Quelques années plus tard ...

La totalité des parts sociales sont cédées pour 2000 euros au profit de deux acquéreurs : 1% pour une personne physique, 99% par une autre SCI.

Un acte de cession est enregistré et déposé au greffe du tribunal de commerce.

Quelques mois plus tard ...

L’actif immobilier de la SCI est vendu pour 1 million d’euros ….

La différence entre la valeur de 100% du capital de la SCI, et finalement de son actif cédé un an plus tard est abyssale.

Le contentieux prend son origine dans la contestation, par l’un des associés fondateurs, de sa signature sur l’acte de cession.

La saisine d’un expert judiciaire graphologue le confirme, il ne pouvait être tenu comme l’auteur de la signature et la mention apposée sur l’acte de cession litigieux puisque ce n’est pas sa signature.

Il assigne les deux acquéreurs en indemnisation de son préjudice.

L’associé fondateur à l’origine de l’acte introductif d’instance se voit débouté par les juges du fonds

Lesquels considèrent que l’exigence d’un écrit constatant la cession de parts sociales n’est pas une condition de validité de la cession, valablement formée par l’échange de consentements.

Mécontent, le demandeur se pourvoit en cassation, mais une nouvelle fois les juges de la Haute Cour rejettent son argumentaire.

En réalité, même s’il appert qu’il n’avait pas signé lui-même l’acte de cession litigieux, la Cour de cassation s’est fondée sur une attestation postérieure à la cession, laquelle faisait expressément mention de la cession de ses parts sociales, certifiant par ailleurs le rachat de son propre compte courant.

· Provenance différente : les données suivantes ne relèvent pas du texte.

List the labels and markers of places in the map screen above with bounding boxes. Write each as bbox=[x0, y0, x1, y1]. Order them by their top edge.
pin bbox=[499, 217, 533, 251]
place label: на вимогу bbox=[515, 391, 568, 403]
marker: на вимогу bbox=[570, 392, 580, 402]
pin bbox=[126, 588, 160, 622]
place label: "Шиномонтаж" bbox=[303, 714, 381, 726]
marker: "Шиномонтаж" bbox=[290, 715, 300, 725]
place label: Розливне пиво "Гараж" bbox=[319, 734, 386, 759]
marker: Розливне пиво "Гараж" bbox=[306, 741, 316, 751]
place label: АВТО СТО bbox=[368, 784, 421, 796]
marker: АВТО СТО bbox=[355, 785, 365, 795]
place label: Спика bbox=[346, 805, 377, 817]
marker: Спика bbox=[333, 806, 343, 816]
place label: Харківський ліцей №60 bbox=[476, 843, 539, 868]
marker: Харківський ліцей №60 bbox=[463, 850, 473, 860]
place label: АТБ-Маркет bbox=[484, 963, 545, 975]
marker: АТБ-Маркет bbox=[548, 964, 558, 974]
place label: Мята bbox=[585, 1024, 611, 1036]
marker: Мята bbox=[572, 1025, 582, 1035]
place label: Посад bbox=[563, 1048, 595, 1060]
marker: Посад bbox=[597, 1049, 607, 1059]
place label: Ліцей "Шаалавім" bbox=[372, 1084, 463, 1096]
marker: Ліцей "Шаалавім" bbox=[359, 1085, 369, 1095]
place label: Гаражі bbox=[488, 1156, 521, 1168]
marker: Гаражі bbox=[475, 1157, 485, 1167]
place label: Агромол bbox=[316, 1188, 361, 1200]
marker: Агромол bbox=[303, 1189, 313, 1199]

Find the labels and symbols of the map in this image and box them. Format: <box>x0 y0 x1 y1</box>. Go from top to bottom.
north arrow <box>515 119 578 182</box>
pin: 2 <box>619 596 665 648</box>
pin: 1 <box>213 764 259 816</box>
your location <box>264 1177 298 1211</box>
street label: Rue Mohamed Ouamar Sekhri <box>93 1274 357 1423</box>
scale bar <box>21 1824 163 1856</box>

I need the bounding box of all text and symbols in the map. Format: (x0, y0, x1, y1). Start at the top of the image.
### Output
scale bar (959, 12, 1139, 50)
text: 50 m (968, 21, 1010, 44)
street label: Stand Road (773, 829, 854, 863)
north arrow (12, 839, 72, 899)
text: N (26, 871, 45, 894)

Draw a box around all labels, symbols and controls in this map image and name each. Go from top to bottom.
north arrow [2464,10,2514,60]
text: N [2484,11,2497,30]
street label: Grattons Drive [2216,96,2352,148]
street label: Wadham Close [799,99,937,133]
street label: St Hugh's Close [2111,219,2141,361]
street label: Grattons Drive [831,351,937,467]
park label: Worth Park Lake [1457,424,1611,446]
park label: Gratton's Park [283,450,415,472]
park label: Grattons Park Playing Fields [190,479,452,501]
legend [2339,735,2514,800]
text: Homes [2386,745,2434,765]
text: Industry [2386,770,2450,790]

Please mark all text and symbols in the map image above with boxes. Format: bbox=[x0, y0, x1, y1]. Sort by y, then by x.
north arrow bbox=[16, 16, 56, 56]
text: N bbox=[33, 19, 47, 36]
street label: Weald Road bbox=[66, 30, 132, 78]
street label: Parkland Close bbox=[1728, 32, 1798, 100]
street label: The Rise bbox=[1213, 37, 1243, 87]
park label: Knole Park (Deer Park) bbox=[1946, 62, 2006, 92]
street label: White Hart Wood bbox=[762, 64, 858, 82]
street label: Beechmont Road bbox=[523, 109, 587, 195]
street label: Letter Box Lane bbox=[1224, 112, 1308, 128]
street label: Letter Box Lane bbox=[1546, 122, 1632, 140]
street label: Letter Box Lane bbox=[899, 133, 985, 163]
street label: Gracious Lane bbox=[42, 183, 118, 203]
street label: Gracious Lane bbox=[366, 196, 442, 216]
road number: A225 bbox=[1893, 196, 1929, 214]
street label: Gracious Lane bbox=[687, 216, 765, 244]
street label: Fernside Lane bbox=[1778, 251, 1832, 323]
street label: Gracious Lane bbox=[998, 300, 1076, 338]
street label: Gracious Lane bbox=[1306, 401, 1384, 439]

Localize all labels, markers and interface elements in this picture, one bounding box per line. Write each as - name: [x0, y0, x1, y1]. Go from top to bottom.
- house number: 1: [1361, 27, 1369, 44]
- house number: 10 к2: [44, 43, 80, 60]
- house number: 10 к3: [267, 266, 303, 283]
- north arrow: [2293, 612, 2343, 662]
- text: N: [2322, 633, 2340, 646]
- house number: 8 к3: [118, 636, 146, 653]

Droits des affaires Maitre Catoire

Le dispositif rappelle :

Grâce à un faisceau d’indices, les juges ont entériné l’existence de la cession de parts sociales puisque :

  • Une attestation, signée par le demandeur à l’action, faisait état de la cession, et le rachat de son propre compte courant.
  • Cette attestation a été signée sous contrôle d’un fonctionnaire municipal lequel avait vérifié la carte d’identité du signataire.
  • L’associé fondateur s’est désintéressé pendant plusieurs années de la vie de la société, sans s’offusquer de l’absence de convocation aux assemblées générales, et de ne recevoir aucunes informations sur la vie sociale.

L’argument selon lequel « la fraude corrompt tout » n’a pas trouvé écho dans l’oreille des juges suprêmes, lesquels ont appuyé la décision de leurs collègues de la Cour d’appel.

Même si l’acte de cession litigieux a bien été écarté, les autres indices ont permis de considérer que la cession de parts sociales avait bien eu lieu.

Il appartient alors à celui qui se prévaut d’une cession de parts sociales contestée, de rapporter la preuve de l’existence d’un accord sur la réalité de l’acte.

Si la question de la signature, certifiée par un fonctionnaire municipale est difficilement contestable, il est également reproché à l’associé demandeur de pas s’être intéressé à la société pendant plusieurs années après la cession contestée.

Il conteste avoir cédé ses parts en 2009, mais il se serait rendu compte qu’il n’était plus associé de la SCI, seulement en 2014 soit 6 ans après ?

Lorsque vous êtes associés d’une société, vous devez vous intéresser, récolter des informations auxquelles vous avez droit, et vérifier que vous êtes convoqués chaque année pour l’approbation des comptes de la société.

Dans chaque société, il faut au moins une assemblée générale par an.

Pour mémoire, s’agissant des SCI, le code civil prévoit :

  • Le droit d’obtenir au moins une fois par an, communication des livres et documents sociaux

  • Le droit de poser par écrit des questions sur la gestion sociale. Le gérant devra y répondre dans un délai d’un mois.

  • Le droit d’obtenir la reddition des comptes, c’est-à-dire d’être convoqués en assemblée générale (au moins une fois par an), pour que les gérants rendent compte de leur gestion.

Simultanément, vous devez recevoir un rapport écrit sur l’ensemble de l’activité de la société au cours de l’exercice écoulé comportant l’indication des bénéfices réalisés / prévisibles, et des pertes encourues / prévues.

Les comptes n’ont pas à être déposés et publiés auprès du greffe du tribunal de commerce comme dans les sociétés commerciales, mais ces assemblées doivent tout de même être convoquées pour tenir les associés informés.

Vos statuts ou pactes d’associés peuvent vous attribuer des droits supplémentaires, pensez à vérifier.